Nature, Timeless Inspiration
Aristotle traveled to the wooded hills of Ancient Greece to teach his followers. Nietzsche composed in Nature; he needed to walk in Nature to really think. Some years later, the famous transcendentalist Henry David Thoreau would write in Life in the Woods, “I took a walk in the woods and came out taller than the trees.” There have been hundreds of painters, inspired by, and masters at capturing Nature’s magic. By the mid-1980s, the Japanese Ministry of Agriculture, Forestry, and Fisheries created the term shinrin-yoku, which translates to “forest bathing.” With more time and many more words, Forest Bathing, a book dedicated to the health hobby of just taking in the forest, reminds us that just being in Nature, connecting with our senses, can restore our energy and vitality, refresh and rejuvenate us.
Nature travel is rated number one for those planning a wellness-themed adventure in 2021 on a recent survey conducted by the Global Wellness Institute (GWI). The institute defines Wellness Tourism as “travel associated with the pursuit of maintaining or enhancing one’s well-being.” Costa Rica’s Institute of tourism promotes travel to Costa Rica as an opportunity to connect with the essence of life: Nature, well-being, culture, and adventure. Essentially, nature travel reduces stress, improves mood & vitality, re-ignites awe, and is a healthy hobby for all ages.
Birding is a Healthy Hobby
Birdwatchers have managed to combine the soothing restoration of Nature and waiting for birds. To be good at this hobby, birders stroll through the forest, often at dawn, using sight and sound to guide them. Although birding may be more intentional than the practice of forest bathing – which does not involve seeking birds – we know now there is something to be said for just being in the forest.

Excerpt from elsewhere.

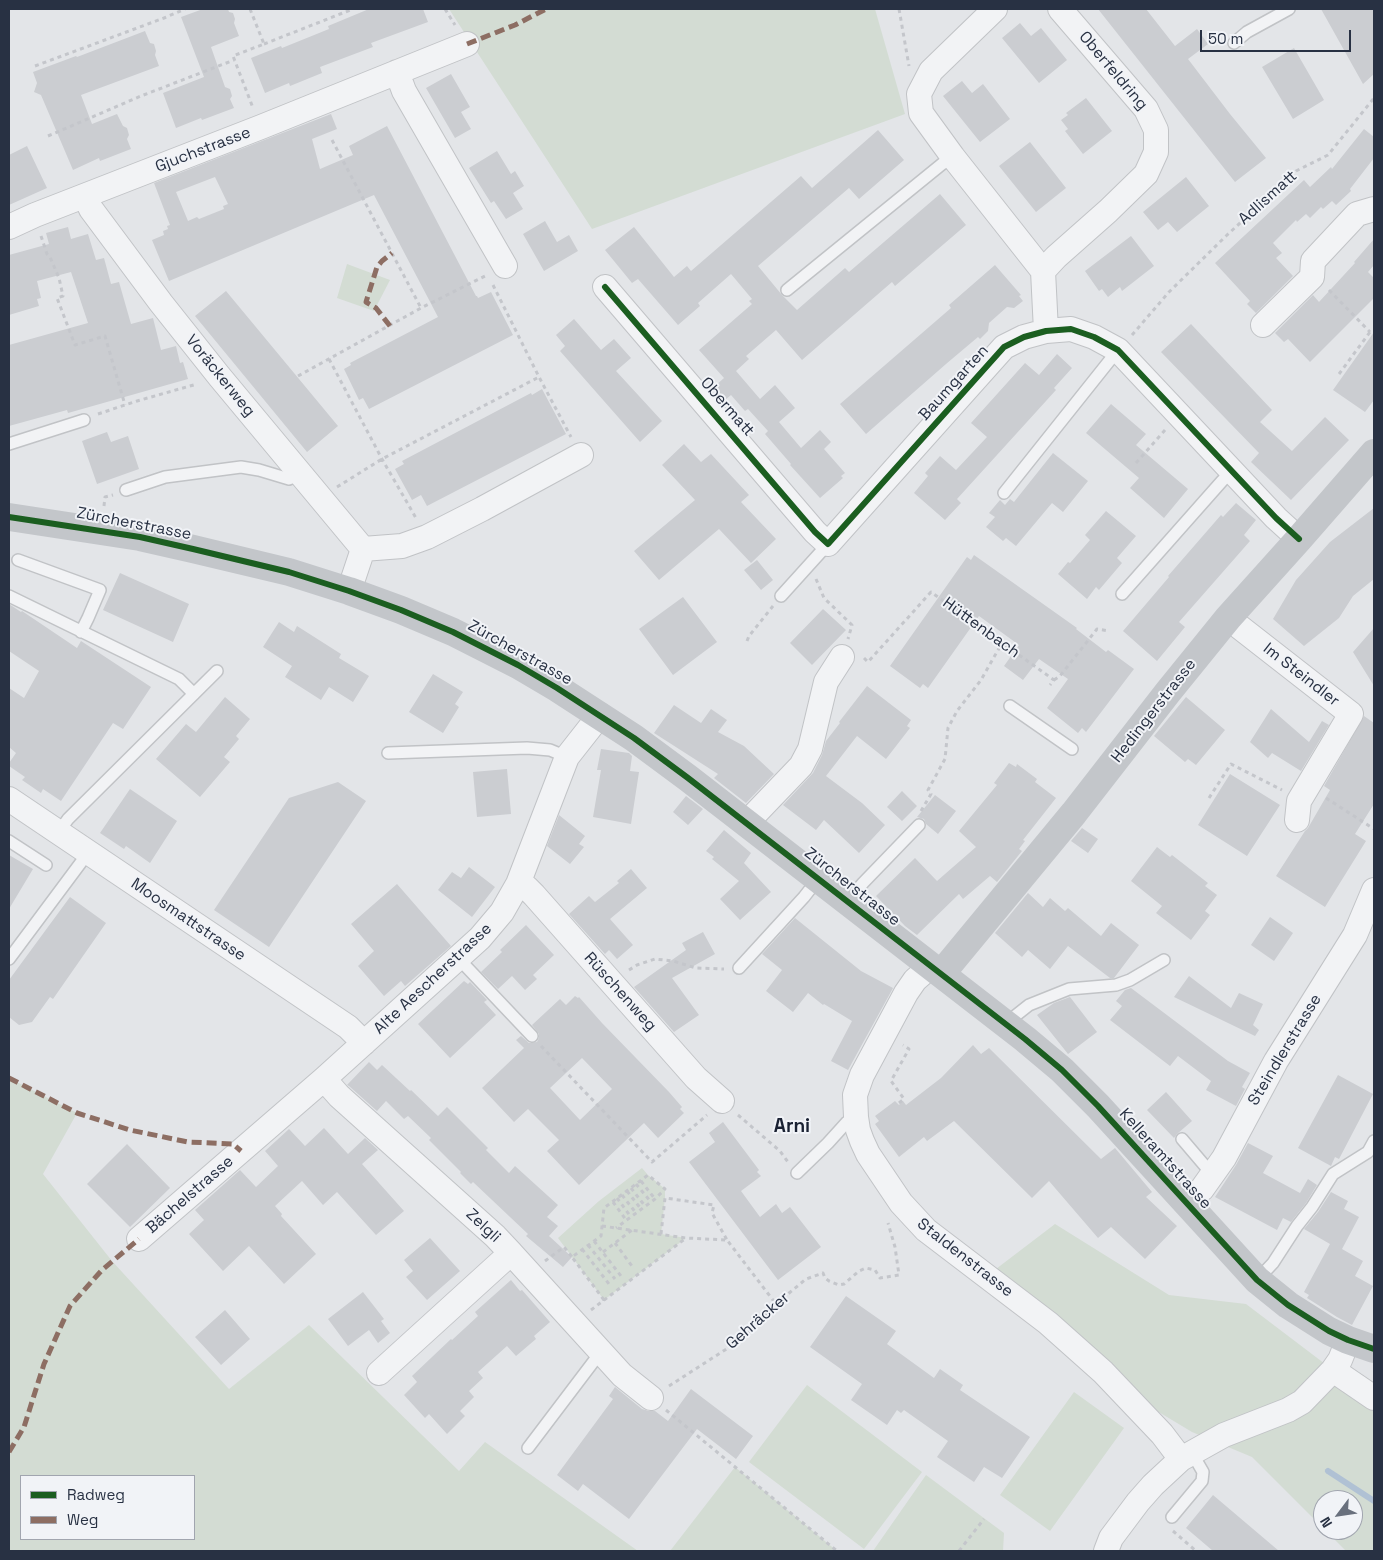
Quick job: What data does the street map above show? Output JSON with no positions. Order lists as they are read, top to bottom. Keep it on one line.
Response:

Patrick O’Donnell, Hotel Villa San Ignacio’s birding guide, understands first hand, birding is a healthy hobby all ages can enjoy. He has guided hundreds of eager birders traveling to Costa Rica for a nature adventure. Far from the stereotypes of being an odd hobby solely practiced by nerdy people decked out in khaki, birding is a hobby for people from all walks of life. “It’s always been that way, with many folks taking up birding upon retirement, others getting into it after taking a birding or ornithology class in college, and even kids becoming interested all on their own.” Patrick also notes that kids are much quicker to spot birds than their adult co-birders. As soon as they latch onto the cool things that birds can do and get that they are better at finding birds than their parents, they are enthusiastic birders.
Stressed out? Diffuse that agitated noise in your mind while in the forest. Look, listen, and breathe forest-freshness to rekindle awe. Focus on Nature, the sounds and movements of its birds. We try out birding for all sorts of reasons. But, what grows on new birders is the bliss and satisfaction of a stress-reducing healthy hobby. An exception is the occasional obsessive, competitive birders, creating stress while birding by setting outrageous goals to record how many birds they can find in 24 hours. This behavior misses the point. Strolling in the forest and watching birds is one of the more easy-going, Nature travel adventures one can do.